Work item
How many lines in the records below contain the word "place"? Answer with the number alone.

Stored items
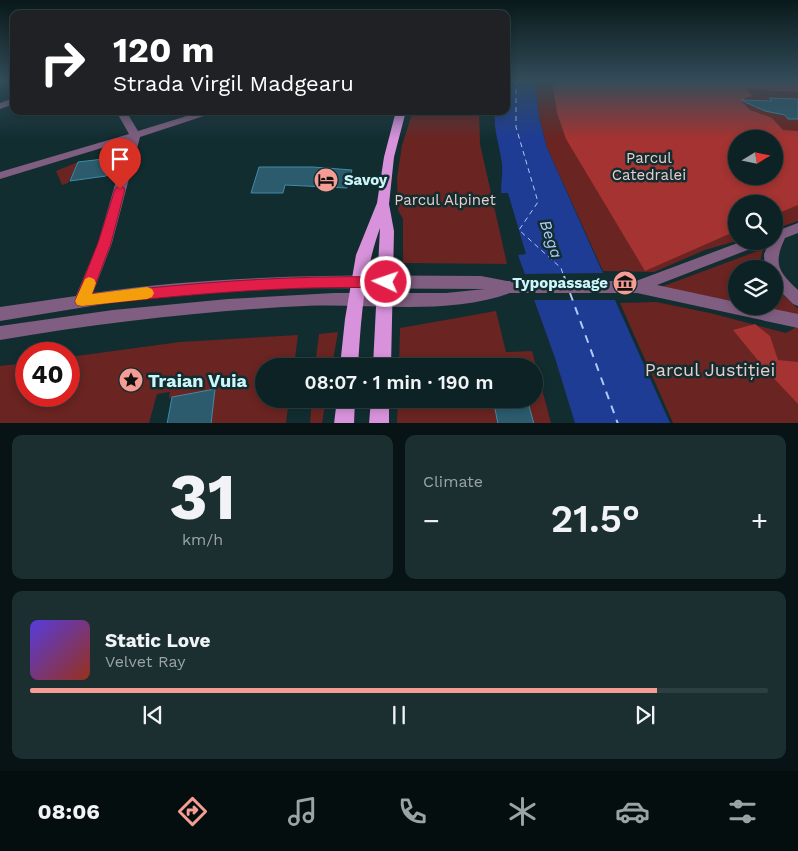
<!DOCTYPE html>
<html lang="en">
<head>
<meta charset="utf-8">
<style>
	:root { --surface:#0d2224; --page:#1b2f31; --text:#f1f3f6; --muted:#9aa4a6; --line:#2d3f41; --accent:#f59c94 }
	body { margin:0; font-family:"Work Sans",sans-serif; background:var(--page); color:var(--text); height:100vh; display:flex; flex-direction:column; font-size:19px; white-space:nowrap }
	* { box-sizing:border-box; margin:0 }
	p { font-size:16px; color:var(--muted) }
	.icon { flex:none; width:28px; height:28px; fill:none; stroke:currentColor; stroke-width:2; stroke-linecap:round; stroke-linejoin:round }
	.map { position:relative; height:423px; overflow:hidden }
	.sheet { display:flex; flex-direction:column; gap:12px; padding:12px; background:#071314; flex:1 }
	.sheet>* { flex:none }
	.guide { position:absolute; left:10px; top:10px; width:500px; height:105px; border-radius:10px; box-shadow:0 2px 8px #0003,0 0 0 1px var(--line); background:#202124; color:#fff; overflow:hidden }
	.needle { width:32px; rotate:80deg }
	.controls { position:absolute; left:728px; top:130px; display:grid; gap:10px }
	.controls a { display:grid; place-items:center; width:55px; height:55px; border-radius:50%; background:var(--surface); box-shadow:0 2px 8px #0003,0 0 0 1px var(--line); font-size:25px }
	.speed { position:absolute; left:15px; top:342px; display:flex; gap:10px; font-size:25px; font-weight:700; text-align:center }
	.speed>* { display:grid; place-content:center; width:65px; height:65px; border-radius:50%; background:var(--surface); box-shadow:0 2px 8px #0003,0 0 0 1px var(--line); line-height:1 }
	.speed .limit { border:8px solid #d22; background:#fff; color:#111 }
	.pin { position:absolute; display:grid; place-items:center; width:42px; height:42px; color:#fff; margin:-51px -21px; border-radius:50% 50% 50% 0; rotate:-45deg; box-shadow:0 0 5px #0007 }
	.pin .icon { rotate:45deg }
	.me { position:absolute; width:55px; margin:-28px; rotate:273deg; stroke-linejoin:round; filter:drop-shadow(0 0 4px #0008) }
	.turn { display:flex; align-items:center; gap:18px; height:105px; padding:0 20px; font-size:22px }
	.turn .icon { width:65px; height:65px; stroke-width:2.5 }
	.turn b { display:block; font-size:35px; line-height:42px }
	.big { font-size:38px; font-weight:600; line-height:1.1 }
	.sheet .widget { flex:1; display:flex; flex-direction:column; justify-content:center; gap:8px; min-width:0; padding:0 18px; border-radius:10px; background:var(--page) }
	.sheet .dial { align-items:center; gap:0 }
	.dial b { font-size:65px; line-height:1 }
	.song { display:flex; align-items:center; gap:15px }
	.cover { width:60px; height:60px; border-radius:8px; background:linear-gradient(135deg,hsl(250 70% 55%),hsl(10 70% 35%)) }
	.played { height:5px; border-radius:2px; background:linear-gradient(90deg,var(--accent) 85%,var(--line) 85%) }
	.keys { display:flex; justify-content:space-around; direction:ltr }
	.heat { display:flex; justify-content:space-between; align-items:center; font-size:28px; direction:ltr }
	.sheet .tiles { flex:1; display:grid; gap:12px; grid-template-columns:1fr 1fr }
	.widget:last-child { grid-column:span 2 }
	.trip { position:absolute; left:255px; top:358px; width:288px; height:50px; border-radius:25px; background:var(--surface); box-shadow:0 2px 8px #0003,0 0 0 1px var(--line); font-weight:600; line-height:50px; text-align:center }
	.tabs { display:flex; height:80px; justify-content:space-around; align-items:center; background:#050e0e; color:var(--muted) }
	.tabs .icon { width:35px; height:35px }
	.tabs .selected { color:var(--accent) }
	.tabs b { font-size:22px; color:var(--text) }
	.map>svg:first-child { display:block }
	.green { fill:#6a2421; fill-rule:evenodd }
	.forest { fill:#a43331; fill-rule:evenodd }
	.water { fill:#1e3c94 }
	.pier { fill:#112d30 }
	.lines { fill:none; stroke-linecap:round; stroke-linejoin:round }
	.ferry-far1 { stroke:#b2c8f8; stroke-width:1; stroke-dasharray:5 4; stroke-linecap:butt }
	.ferry { stroke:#b2c8f8; stroke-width:2; stroke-dasharray:8 7; stroke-linecap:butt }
	.building { fill:#2b5b6d; stroke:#408ba7 }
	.minor { fill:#805e81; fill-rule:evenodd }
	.major { fill:#d892db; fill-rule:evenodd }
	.route { fill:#e11d48; stroke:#92132f }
	.slow { fill:#f59e0b }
	.labels { text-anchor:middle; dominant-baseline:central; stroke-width:5; stroke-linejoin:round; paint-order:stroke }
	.park-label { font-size:15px; fill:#ecccc9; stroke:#112d30 }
	.poi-label { font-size:15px; font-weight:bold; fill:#cdf6fb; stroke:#112d30; text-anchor:start }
	.water-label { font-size:16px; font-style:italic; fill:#b2c8f8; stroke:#112d30 }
	.near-park-label { font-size:18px; fill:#ecccc9; stroke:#112d30 }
	.near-poi-label { font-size:18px; font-weight:bold; fill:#cdf6fb; stroke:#112d30; text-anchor:start }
</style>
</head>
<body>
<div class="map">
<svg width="798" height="424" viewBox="0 0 798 424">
	<rect width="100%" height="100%" fill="#112d30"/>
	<g class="green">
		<path d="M535,80H798V221L774,229V204H736V241L705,250L654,272L603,271L547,148L539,117ZM736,139H774V176H736Z"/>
		<path d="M413,111H479L480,144L507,264L403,263V219L398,210L397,178L402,145Z"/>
		<path d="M78,162L68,183L62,185L56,171Z"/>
		<path d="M763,249L760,261V269H736V302L661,287Z"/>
		<path d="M774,286L798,309V316L756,306H774Z"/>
		<path d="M656,302L710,313L786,333L798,326V423H673L620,303Z"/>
		<path d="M496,311L506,352L532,351L551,423L397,424L398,399H534V366H399L400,328Z"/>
		<path d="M338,332L332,366H315L319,334Z"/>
		<path d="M298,335L294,366H264V399H289L286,423H211L215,389L169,398L170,392L157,394L149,423H0V366L26,363V396H69V357L180,342Z"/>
		<path d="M312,399H326L322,423H310Z"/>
	</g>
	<g class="forest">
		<path d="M552,80H798V92L746,89L752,96L745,98L742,102L750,110L772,118L783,130L798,131V205L774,215V204H736V231L645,271L566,139L557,113ZM736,139H774V176H736Z"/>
		<path d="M755,324L770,336L778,360L798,362V404L765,369L733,330Z"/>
	</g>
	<path class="water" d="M506,80H535L539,117L547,148L670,423H575L555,358L518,255L526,254L508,193H501C501,183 503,173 502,164C500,146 493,130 495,111H506Z"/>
	<path class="pier" d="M606,273L617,300H532L522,274Z"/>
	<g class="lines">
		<path class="ferry-far1" d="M516,80V127L538,202L519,230L561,268L564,277"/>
		<g class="ferry">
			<path d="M564,276L566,282"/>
			<path d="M570,293L618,424"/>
		</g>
	</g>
	<g class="building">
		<path d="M769,98L798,99V119H788L785,115L765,111L741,100L772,101Z"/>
		<path d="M112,158L106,176L70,181L78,162Z"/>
		<path d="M259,167H313L352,170L347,188L285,185L283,193H251Z"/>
		<path d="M215,389L211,424H167L172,397Z"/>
		<path d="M493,399H527L534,424H498Z"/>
	</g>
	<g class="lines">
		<g class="minor">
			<path d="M14,98V104L0,109V103Z"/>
			<path d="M116,111H126L138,131L203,111H219L140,137L112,243L93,293C221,274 351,275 481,276L507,281H636L743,241H765L763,244L657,285L736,302V306H759L798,314V328L637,293H510C447,316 371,303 304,306C202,311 101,323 0,340V326L113,310L228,299L334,293H446L485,289L295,288L195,294L122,301L0,321V307L76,296L98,243L128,140L0,179V172L129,134Z"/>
			<path d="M798,223V233L785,238C773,264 778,271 798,290V306L793,304L776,287L774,284V269H765L764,254L770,241H774V232Z"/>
		</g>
		<g class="major">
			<path d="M396,111H406L394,157L389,204L394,231L391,366H373L380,228C364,272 361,319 358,366H340L345,319L356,255L377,203L384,157Z"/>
			<path d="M337,399H355L354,424H334Z"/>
			<path d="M371,399H389V424H369Z"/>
		</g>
	</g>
	<linearGradient id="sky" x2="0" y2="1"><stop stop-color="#09191a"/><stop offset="0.58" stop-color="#324c59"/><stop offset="1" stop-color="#324c59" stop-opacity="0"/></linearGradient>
	<rect width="798" height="139" fill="url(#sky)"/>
	<path class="route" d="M120,185L125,189L111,243L92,294C190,283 287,275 386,277L390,279L392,282L390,286L386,288C284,285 183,295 82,306L77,305L75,301L98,243L115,189Z"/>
	<path class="slow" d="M89,277L94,279L96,283L92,294L147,287L152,289L154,293L152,297L147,299L82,306L77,305L75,301L85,279Z"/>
	<defs>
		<symbol id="hotel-disc" viewBox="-11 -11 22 22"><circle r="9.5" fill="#f59c94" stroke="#112d30"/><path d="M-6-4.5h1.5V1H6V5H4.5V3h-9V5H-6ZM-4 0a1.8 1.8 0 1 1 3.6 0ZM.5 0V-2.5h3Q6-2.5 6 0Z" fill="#111"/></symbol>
		<symbol id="museum-disc" viewBox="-11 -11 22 22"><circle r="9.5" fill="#f59c94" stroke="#112d30"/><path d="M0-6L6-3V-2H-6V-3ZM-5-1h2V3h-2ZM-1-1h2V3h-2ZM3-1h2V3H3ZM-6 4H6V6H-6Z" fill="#111"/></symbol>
		<symbol id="sight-disc" viewBox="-11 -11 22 22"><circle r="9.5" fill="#f59c94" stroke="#112d30"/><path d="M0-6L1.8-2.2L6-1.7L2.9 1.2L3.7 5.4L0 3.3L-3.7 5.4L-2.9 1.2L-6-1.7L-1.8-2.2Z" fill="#111"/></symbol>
	</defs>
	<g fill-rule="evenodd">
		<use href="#hotel-disc" x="312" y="166" width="28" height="28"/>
		<use href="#museum-disc" x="611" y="269" width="28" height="28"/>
		<use href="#sight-disc" x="117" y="366" width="28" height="28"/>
	</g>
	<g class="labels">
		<g class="park-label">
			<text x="649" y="158">Parcul<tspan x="649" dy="17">Catedralei</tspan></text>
			<text x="445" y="200">Parcul Alpinet</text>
		</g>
		<g class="poi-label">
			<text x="344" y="180">Savoy</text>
			<text x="608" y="283" text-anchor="end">Typopassage</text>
		</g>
		<g class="water-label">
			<text transform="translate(551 239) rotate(71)">Bega</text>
		</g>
		<g class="near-park-label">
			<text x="710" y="369">Parcul Justiției</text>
		</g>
		<g class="near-poi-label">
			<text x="148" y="380">Traian Vuia</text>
		</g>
	</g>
</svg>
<div class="controls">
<a><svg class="needle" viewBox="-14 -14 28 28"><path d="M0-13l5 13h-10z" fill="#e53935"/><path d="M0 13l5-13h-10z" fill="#9aa4a6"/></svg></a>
<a><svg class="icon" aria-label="search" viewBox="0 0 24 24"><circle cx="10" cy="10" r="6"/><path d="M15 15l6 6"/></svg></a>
<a><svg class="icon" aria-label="layers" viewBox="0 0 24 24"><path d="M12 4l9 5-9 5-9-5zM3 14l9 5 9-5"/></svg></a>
</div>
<div class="speed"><div class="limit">40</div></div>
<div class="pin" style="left:120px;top:189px;background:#d93025"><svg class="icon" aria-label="arrive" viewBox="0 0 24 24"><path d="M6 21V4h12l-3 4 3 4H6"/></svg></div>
<svg class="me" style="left:386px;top:282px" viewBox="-20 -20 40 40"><circle r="17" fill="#e11d48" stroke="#fff" stroke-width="3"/><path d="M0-11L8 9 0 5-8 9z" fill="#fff"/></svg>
<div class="trip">08:07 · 1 min · 190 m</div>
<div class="guide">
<div class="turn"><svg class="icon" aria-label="right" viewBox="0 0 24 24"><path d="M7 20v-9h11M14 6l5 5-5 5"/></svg><div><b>120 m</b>Strada Virgil Madgearu</div></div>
</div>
</div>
<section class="sheet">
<div class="tiles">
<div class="widget dial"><b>31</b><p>km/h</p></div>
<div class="widget"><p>Climate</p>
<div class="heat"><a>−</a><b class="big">21.5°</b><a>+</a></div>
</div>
<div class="widget">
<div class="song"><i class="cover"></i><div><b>Static Love</b><p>Velvet Ray</p></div></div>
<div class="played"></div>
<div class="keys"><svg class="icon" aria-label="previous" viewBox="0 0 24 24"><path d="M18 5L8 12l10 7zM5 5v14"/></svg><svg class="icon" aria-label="pause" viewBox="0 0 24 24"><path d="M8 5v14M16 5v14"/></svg><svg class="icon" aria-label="next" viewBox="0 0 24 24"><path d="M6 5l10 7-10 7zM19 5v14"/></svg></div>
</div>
</div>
</section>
<nav class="tabs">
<b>08:06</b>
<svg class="icon selected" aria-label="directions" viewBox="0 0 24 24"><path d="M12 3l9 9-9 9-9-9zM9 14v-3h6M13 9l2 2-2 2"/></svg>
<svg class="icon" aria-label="music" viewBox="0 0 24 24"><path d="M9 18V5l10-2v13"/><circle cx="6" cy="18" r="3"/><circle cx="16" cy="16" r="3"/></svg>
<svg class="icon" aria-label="phone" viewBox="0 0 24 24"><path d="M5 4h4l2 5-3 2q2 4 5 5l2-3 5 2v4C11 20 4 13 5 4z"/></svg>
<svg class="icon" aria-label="climate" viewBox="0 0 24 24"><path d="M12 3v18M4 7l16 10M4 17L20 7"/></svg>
<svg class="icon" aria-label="car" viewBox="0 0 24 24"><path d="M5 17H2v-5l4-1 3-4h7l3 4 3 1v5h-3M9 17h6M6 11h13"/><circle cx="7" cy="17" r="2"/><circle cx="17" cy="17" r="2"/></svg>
<svg class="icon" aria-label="filters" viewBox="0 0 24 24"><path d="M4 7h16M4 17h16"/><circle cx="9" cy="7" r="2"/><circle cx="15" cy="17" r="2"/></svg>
</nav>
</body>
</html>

Solution to this problem
3